Author: admin

  • LO QUE NO CUENTO

    Escribir por escribir

    Ester Berdor

    Escribir cuesta. Es un esfuerzo. Te obliga a renunciar. Yo elijo escribir, por supuesto. Nadie me riñe si no escribo. Aunque más que escribir, me gusta reescribir. También tiene su encanto jugar con las palabras. Por ejemplo, en este párrafo he decidido ir sumando. Verás que hasta aquí cada frase tiene una palabra más. 

    Hay muchos caminos para jugar con las palabras. Los oulipianos lo sabían y abrazaron la constricción hasta amarla. Incluso alcanzaron a armar obras completas sin una grafía. Yo sólo con cuatro oraciones ya no aguanto más. 

    Jugar ayuda a centrar la mente cuando escribes, a explorar rincones. No sé si te has dado cuenta, pero en el párrafo anterior he conseguido omitir la letra e en todas las frases. Por eso suena tan enrevesado. Aunque, si te fijas bien, las oraciones son correctas. Es posible. Y sin IA, claro. Probé luego con la IA y te diré que lo hizo, pero con trampas, pues sacrificó gran parte del sentido del párrafo. A este artificio literario, por cierto, se le denomina lipograma. Mucho más ameno que la liposucción. No hay color.

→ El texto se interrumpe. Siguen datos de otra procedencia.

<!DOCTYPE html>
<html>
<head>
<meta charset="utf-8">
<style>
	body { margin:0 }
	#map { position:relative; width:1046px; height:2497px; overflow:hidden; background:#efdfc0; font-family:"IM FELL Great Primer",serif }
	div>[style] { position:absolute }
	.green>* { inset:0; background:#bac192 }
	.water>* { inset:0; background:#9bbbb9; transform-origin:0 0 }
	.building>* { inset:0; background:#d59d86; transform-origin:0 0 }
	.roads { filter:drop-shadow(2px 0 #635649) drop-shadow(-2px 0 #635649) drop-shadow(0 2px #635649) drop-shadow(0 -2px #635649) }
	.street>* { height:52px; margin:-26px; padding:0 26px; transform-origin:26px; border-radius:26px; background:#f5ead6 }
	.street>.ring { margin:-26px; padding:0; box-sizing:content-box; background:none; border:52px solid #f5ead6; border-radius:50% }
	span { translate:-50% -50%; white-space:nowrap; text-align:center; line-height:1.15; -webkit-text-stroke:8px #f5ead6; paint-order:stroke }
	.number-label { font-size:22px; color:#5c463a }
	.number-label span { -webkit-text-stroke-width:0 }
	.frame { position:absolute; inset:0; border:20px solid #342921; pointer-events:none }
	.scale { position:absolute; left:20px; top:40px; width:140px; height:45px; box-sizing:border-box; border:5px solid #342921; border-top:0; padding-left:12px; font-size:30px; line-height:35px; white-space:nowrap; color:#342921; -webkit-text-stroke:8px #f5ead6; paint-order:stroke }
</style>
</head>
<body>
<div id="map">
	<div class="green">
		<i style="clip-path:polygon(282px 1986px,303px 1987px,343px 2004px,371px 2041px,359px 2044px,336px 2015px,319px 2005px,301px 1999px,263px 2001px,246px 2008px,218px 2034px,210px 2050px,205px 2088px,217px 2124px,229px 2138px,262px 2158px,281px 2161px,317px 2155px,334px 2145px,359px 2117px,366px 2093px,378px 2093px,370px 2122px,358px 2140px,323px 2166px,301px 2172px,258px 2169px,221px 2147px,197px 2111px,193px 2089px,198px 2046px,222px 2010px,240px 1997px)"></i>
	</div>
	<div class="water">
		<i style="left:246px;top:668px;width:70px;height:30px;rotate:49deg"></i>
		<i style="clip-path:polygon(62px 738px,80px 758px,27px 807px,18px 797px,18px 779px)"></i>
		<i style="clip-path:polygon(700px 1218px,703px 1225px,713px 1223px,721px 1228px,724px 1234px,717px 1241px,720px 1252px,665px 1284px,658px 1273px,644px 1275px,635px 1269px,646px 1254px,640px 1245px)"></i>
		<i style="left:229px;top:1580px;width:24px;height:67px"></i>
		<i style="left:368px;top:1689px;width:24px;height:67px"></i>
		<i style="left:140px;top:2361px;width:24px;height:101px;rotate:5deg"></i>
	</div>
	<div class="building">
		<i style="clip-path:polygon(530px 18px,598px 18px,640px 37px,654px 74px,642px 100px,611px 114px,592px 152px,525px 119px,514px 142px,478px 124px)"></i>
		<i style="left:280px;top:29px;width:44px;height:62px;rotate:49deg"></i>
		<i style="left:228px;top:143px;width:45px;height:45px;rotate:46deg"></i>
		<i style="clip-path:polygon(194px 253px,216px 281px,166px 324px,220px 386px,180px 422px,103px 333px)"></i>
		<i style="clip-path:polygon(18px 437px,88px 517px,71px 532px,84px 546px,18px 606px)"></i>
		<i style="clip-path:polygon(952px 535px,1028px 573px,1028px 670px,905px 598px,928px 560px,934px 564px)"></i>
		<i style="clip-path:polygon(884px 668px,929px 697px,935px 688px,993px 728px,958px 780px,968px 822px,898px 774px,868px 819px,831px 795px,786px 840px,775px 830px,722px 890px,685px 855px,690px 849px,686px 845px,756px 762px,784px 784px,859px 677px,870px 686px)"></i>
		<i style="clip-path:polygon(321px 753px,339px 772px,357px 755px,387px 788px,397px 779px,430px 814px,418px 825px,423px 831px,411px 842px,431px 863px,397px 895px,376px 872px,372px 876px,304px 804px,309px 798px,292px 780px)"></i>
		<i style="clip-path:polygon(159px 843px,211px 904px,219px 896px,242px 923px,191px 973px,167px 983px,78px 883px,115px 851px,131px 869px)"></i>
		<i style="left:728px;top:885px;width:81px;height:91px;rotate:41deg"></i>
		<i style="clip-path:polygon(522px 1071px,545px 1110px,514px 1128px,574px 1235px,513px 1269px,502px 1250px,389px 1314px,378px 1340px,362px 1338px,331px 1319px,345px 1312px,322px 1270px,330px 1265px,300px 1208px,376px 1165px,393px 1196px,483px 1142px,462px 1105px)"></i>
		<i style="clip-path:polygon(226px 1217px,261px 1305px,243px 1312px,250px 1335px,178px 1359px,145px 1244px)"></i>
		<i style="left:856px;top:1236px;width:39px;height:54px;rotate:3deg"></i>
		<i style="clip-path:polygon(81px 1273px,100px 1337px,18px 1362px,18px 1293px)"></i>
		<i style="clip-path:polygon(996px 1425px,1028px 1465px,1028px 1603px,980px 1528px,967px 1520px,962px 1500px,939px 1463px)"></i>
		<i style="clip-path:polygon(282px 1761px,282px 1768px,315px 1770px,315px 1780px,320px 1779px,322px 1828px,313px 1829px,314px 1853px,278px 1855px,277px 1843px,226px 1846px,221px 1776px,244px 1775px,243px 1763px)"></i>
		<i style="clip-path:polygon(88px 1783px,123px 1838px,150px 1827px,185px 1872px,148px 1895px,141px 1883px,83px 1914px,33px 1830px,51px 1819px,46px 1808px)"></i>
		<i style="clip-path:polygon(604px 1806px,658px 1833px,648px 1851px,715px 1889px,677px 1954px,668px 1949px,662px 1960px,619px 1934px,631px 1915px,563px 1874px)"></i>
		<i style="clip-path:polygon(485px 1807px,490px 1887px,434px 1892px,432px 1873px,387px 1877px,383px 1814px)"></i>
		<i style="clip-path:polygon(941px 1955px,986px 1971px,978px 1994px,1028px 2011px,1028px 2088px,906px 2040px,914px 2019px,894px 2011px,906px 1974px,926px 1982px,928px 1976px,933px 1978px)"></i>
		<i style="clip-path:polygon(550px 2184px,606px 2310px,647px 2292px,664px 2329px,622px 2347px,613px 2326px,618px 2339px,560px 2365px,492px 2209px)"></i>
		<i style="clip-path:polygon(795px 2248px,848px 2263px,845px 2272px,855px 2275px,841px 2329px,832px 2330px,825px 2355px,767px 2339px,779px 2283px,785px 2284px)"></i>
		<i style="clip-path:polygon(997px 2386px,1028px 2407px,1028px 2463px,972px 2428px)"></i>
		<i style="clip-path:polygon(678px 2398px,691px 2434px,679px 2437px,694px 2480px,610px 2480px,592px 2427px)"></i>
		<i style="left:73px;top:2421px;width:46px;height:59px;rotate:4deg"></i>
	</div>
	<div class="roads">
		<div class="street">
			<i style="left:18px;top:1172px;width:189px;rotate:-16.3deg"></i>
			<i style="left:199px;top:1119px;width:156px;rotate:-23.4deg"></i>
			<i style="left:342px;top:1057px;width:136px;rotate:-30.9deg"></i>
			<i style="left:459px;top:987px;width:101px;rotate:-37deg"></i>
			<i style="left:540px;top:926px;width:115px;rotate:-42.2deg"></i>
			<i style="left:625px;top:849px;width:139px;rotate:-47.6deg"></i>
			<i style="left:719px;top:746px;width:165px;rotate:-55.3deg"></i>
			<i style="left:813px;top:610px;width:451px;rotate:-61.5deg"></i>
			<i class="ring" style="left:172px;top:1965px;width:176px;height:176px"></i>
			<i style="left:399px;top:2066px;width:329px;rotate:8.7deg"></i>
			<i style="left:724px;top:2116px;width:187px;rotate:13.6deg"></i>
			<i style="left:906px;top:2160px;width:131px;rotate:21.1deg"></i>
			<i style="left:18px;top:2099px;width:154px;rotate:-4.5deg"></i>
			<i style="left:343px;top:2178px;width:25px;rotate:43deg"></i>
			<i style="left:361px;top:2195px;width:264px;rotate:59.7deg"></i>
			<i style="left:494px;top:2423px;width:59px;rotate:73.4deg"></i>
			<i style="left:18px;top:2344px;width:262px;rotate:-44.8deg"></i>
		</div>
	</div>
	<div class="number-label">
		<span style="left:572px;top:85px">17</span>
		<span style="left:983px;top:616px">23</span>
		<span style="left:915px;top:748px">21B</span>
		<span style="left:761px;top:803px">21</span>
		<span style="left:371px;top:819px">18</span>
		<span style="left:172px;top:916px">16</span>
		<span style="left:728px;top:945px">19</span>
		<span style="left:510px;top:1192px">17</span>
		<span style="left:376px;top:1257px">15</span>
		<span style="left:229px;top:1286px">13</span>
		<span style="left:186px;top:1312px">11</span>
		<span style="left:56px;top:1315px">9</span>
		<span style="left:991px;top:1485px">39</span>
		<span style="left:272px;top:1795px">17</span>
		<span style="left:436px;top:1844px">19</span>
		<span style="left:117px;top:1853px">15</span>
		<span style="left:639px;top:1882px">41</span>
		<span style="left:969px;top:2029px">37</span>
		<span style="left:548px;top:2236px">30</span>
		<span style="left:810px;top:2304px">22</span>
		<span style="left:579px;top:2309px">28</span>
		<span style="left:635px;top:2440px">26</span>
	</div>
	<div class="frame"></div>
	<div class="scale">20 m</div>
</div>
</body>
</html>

    Al aumentar la dificultad en estos juegos de escritura aumenta a su vez la diversión. A veces, por ejemplo, también juego con el diccionario. Y en otras ocasiones, intento evitarlo y me obligo a estrujarme el cerebro.

    Las limitaciones son variadas, como en la vida misma. También me propongo utilizar una palabra. Por ejemplo, conspicuo. ¿Por qué? Porque la leí hace poco y me enterneció. Qué palabra tan feucha, pensé, y qué poco se lee o se oye. Esa es la simpleza y la grandeza de la escritura. Que puede ser trivial y no servir para nada y al mismo tiempo significarlo todo en todos los sentidos. 

    Leí una vez que el mayor invento de la humanidad ha sido la escritura. Con ella se pudo comenzar a transmitir los conocimientos de manera inmutable. La escritura ha permitido a la humanidad trascender el tiempo y el espacio. Y no solo el saber, también la emoción viaja a través de los textos. No es sencillo, pero ocurre a menudo. Recientemente se mostró al público un papiro escrito hace 1.800 años en el que Sarapias, una mujer, mandaba una carta manuscrita a su yerno Erminos. En la nota, la mujer le pide al marido de su hija, que está embarazada, que viajen hasta su casa para dar a luz allí. La futura abuela insiste en que acudan y en que no se preocupen por el coste del desplazamiento, pues ella pagará el burro que les hará falta para el viaje. 

    En este pequeño texto de carácter privado que ha sobrevivido dos milenios se reflejan sentimientos universales como el amor materno, los vínculos familiares y los temores que las mujeres han afrontado desde el principio de los tiempos: el parto y la supervivencia de los hijos. En apenas unas líneas, con tan solo unos cuantos símbolos, se sondea el alma humana a lo largo de toda su existencia. A mí, estas cosas me conmueven y me reafirman: cómo no va a ser todo la escritura. 

    Este texto que te envío hoy nace de la obligación autoimpuesta. Después de diez días de cierzo huracanado en mi tierra y de un clima más que desagradable, la tarde en mi pueblo está soleada. Una luz tibia se vierte por la ladera del monte y el agua del barranco discurre en un susurro agradable. Incluso distingo desde mi ventana una lagartija que se asolea sobre una laja. Pero yo llevo casi cinco días sin escribir una palabra y quiero dejarme este texto listo y, si es posible, retomar un proyecto que abandoné hace mes y medio en esa nevera digital que es el Dirve. Así que me encierro y escribo. Busco y encuentro un camino. Consigo tal vez que este texto tome forma e incluso llego a relacionarlo con un libro que leí recientemente y que podría recomendarte. Pero me resisto. Prefiero dejar así este post, un post que he escrito solo por escribir.

    Y tú, seguramente, no saques nada y quizá te decepcione un poco porque esperabas obtener algo, quizá una recomendación. Y sin embargo has tenido que llegar hasta aquí solo para verme jugar con las palabras. Te pido disculpas y te lo agradezco, porque si hay algo más importante que la escritura es lo que acabas de hacer: leer. De qué hubiera servido la carta de Sarapias a su yerno si él no la hubiera leído. Qué trascendencia tendría 1.800 años después si nosotros no la hubiéramos hallado y leído de nuevo. Leer es el verdadero acto conspicuo.